Your response should consist of the entire listing, transcribed exactly, with every image left out.

(RECORDED DATA)
________________

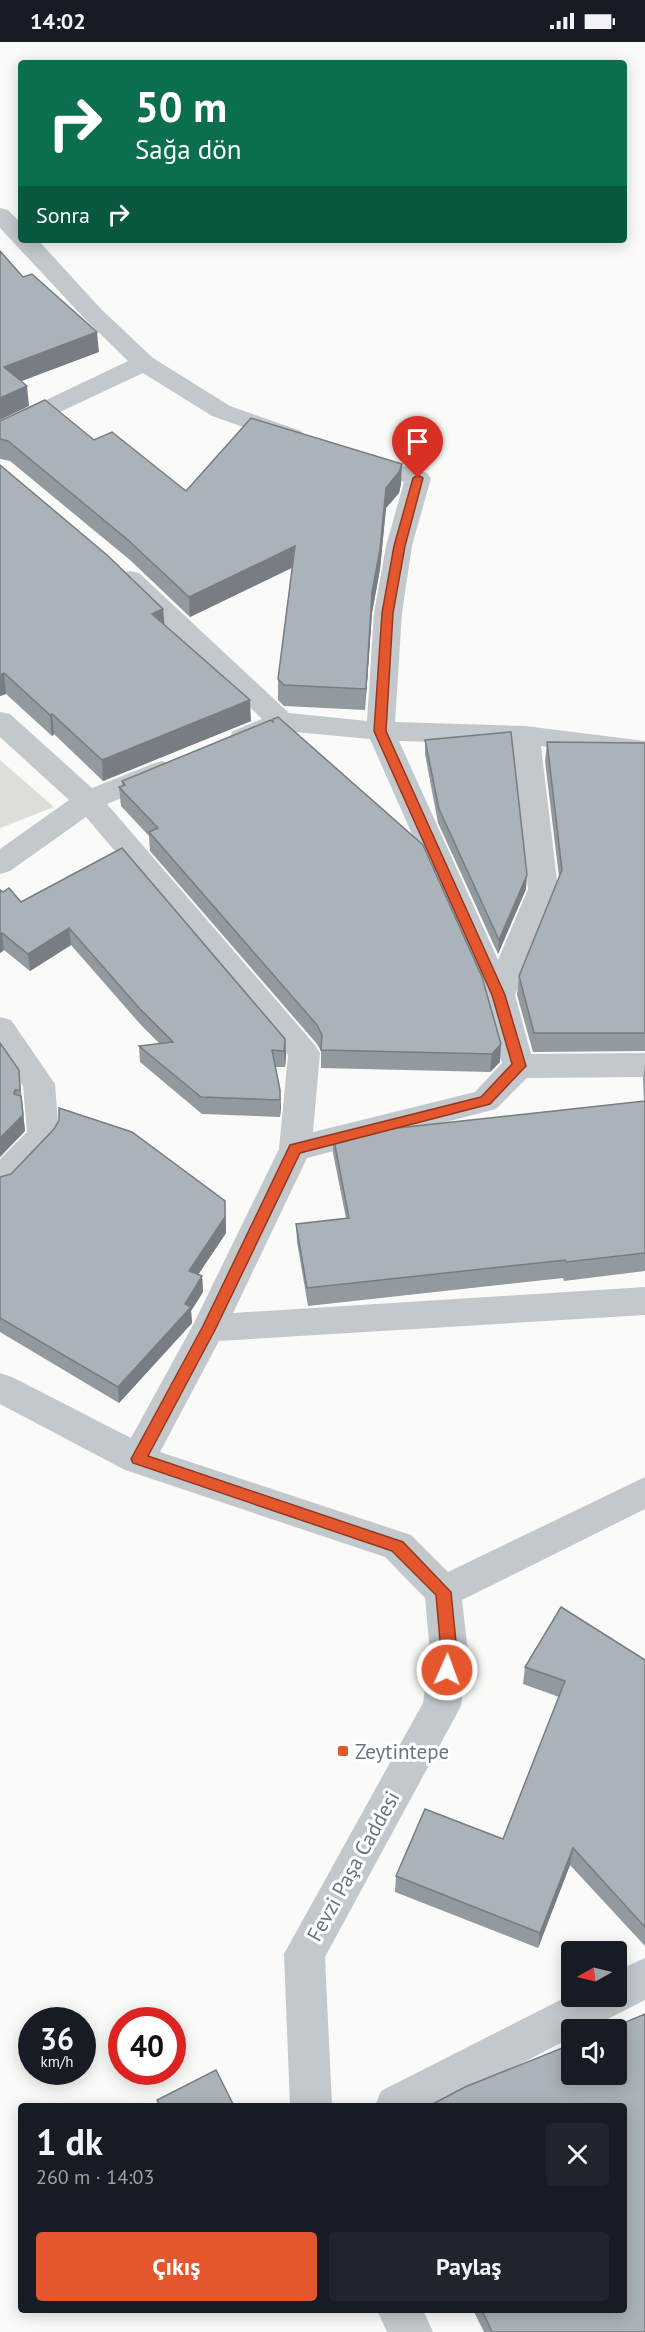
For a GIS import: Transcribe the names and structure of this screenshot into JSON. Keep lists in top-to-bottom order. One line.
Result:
{"streets":{"street":["Fevzi Paşa Caddesi"]},"places":{"transit":["Zeytintepe"]},"north":"left","page":{"status":"14:02","turn":["50 m","Sağa dön"],"then":"Sonra","speed":"36 km/h","limit":"40","heading":["1 dk","260 m · 14:03"],"buttons":["Çıkış","Paylaş"]}}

________________

(ANSWER TO THIS PROBLEM)
For a GIS import: Transcribe the names and structure of this screenshot into JSON. Keep lists in top-to-bottom order. One line.
Result:
{"streets":{"street":["Fevzi Paşa Caddesi"]},"places":{"transit":["Zeytintepe"]},"north":"left","page":{"status":"14:02","turn":["50 m","Sağa dön"],"then":"Sonra","speed":"36 km/h","limit":"40","heading":["1 dk","260 m · 14:03"],"buttons":["Çıkış","Paylaş"]}}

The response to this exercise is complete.